**What is needed:** From the line with "<div><b>80</b><p>m</p></div>" through the final line, transcribe the material below character for character; include no other lines.

**Given information:**
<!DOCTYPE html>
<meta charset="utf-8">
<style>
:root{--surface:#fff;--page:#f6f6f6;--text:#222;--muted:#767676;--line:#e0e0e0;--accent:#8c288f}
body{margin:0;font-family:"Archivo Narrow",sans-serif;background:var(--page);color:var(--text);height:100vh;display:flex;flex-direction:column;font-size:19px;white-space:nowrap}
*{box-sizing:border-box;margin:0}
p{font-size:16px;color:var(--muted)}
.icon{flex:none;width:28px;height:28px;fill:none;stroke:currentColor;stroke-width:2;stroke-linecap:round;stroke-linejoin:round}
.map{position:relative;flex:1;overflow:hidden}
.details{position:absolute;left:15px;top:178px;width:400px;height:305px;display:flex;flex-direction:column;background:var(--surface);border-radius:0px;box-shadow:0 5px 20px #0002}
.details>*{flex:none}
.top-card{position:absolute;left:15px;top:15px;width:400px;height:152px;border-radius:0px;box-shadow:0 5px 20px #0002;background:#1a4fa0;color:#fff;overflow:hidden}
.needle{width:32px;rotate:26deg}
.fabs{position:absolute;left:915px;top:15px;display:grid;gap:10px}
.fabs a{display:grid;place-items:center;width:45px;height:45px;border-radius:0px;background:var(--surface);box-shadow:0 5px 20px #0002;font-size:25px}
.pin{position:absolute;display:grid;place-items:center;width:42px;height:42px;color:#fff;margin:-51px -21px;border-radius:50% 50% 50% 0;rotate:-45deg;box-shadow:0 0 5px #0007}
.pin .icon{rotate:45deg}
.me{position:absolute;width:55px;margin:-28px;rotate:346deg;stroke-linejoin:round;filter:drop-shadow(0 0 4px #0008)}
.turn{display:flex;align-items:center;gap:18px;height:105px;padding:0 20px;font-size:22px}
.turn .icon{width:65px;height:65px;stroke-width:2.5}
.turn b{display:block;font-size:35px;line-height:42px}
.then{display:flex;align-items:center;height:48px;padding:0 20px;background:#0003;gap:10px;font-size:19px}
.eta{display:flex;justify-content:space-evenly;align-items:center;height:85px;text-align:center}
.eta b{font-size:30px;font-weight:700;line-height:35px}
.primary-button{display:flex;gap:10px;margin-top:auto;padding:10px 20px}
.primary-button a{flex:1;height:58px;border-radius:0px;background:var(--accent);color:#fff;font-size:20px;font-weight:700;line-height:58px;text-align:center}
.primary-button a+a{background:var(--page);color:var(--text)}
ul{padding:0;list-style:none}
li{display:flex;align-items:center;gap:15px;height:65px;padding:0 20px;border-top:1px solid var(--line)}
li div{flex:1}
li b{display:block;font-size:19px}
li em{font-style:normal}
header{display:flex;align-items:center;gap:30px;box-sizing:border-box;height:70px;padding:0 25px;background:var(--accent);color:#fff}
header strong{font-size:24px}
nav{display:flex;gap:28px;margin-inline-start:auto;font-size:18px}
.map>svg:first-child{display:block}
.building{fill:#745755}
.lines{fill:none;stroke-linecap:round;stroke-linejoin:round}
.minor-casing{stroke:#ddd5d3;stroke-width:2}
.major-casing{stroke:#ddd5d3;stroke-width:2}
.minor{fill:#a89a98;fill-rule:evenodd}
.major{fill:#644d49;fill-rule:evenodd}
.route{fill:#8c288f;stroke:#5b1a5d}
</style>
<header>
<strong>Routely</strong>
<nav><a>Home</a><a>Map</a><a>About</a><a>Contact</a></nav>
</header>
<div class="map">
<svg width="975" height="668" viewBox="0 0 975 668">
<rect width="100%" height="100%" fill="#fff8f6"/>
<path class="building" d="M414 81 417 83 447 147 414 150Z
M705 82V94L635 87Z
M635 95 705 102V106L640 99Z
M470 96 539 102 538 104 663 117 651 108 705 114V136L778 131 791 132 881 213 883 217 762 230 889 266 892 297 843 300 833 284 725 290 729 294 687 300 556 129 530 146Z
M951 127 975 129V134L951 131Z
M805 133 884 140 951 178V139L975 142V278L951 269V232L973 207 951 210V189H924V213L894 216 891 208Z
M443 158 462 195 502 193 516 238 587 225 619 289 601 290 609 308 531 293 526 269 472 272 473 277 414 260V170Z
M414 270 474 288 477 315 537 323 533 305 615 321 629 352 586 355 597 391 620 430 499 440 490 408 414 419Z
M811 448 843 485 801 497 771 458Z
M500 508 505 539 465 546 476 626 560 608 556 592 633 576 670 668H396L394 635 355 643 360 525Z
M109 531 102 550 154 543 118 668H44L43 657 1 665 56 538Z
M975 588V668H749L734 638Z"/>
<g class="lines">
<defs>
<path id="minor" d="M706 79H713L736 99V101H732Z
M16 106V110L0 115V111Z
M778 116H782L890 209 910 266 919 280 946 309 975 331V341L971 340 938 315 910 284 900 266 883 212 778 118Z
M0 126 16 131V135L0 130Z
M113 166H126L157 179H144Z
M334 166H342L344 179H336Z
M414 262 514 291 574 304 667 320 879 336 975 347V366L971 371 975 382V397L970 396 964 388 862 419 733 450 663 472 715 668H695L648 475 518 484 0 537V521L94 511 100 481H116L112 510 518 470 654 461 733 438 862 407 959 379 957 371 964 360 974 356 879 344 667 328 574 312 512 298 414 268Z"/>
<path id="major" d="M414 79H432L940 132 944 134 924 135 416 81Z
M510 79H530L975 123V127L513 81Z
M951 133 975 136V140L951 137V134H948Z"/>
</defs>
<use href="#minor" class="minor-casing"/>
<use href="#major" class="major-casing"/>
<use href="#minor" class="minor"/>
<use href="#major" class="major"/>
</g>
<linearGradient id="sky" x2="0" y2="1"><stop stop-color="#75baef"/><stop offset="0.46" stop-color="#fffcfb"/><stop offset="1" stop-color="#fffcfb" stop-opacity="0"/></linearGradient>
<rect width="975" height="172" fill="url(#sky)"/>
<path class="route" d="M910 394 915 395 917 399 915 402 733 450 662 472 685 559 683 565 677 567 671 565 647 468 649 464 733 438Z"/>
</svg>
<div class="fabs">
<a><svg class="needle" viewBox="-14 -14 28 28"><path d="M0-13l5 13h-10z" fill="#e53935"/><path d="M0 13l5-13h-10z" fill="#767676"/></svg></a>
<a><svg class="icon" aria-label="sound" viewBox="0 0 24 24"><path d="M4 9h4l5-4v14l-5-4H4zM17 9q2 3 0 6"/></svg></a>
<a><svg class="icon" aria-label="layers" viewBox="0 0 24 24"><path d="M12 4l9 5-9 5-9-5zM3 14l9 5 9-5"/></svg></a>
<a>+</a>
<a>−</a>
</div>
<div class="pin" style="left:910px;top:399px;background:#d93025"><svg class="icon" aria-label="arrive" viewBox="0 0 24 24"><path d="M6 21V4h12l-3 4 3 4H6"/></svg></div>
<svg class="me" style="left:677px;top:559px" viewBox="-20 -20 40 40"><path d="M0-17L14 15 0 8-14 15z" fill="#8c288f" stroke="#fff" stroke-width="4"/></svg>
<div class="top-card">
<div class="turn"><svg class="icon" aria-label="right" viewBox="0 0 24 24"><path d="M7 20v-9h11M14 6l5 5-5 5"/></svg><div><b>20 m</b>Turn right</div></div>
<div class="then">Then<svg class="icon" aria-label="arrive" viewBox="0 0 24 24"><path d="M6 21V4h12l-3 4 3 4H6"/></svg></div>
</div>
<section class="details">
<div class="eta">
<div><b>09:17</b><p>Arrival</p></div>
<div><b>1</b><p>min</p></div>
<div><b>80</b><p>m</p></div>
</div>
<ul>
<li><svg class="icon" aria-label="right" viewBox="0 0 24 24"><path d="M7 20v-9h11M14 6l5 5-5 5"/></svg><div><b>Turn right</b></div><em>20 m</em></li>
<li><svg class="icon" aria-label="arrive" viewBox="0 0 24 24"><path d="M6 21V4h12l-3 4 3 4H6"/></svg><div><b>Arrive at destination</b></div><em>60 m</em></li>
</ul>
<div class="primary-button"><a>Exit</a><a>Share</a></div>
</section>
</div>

**Response to the exercise:**
<div><b>80</b><p>m</p></div>
</div>
<ul>
<li><svg class="icon" aria-label="right" viewBox="0 0 24 24"><path d="M7 20v-9h11M14 6l5 5-5 5"/></svg><div><b>Turn right</b></div><em>20 m</em></li>
<li><svg class="icon" aria-label="arrive" viewBox="0 0 24 24"><path d="M6 21V4h12l-3 4 3 4H6"/></svg><div><b>Arrive at destination</b></div><em>60 m</em></li>
</ul>
<div class="primary-button"><a>Exit</a><a>Share</a></div>
</section>
</div>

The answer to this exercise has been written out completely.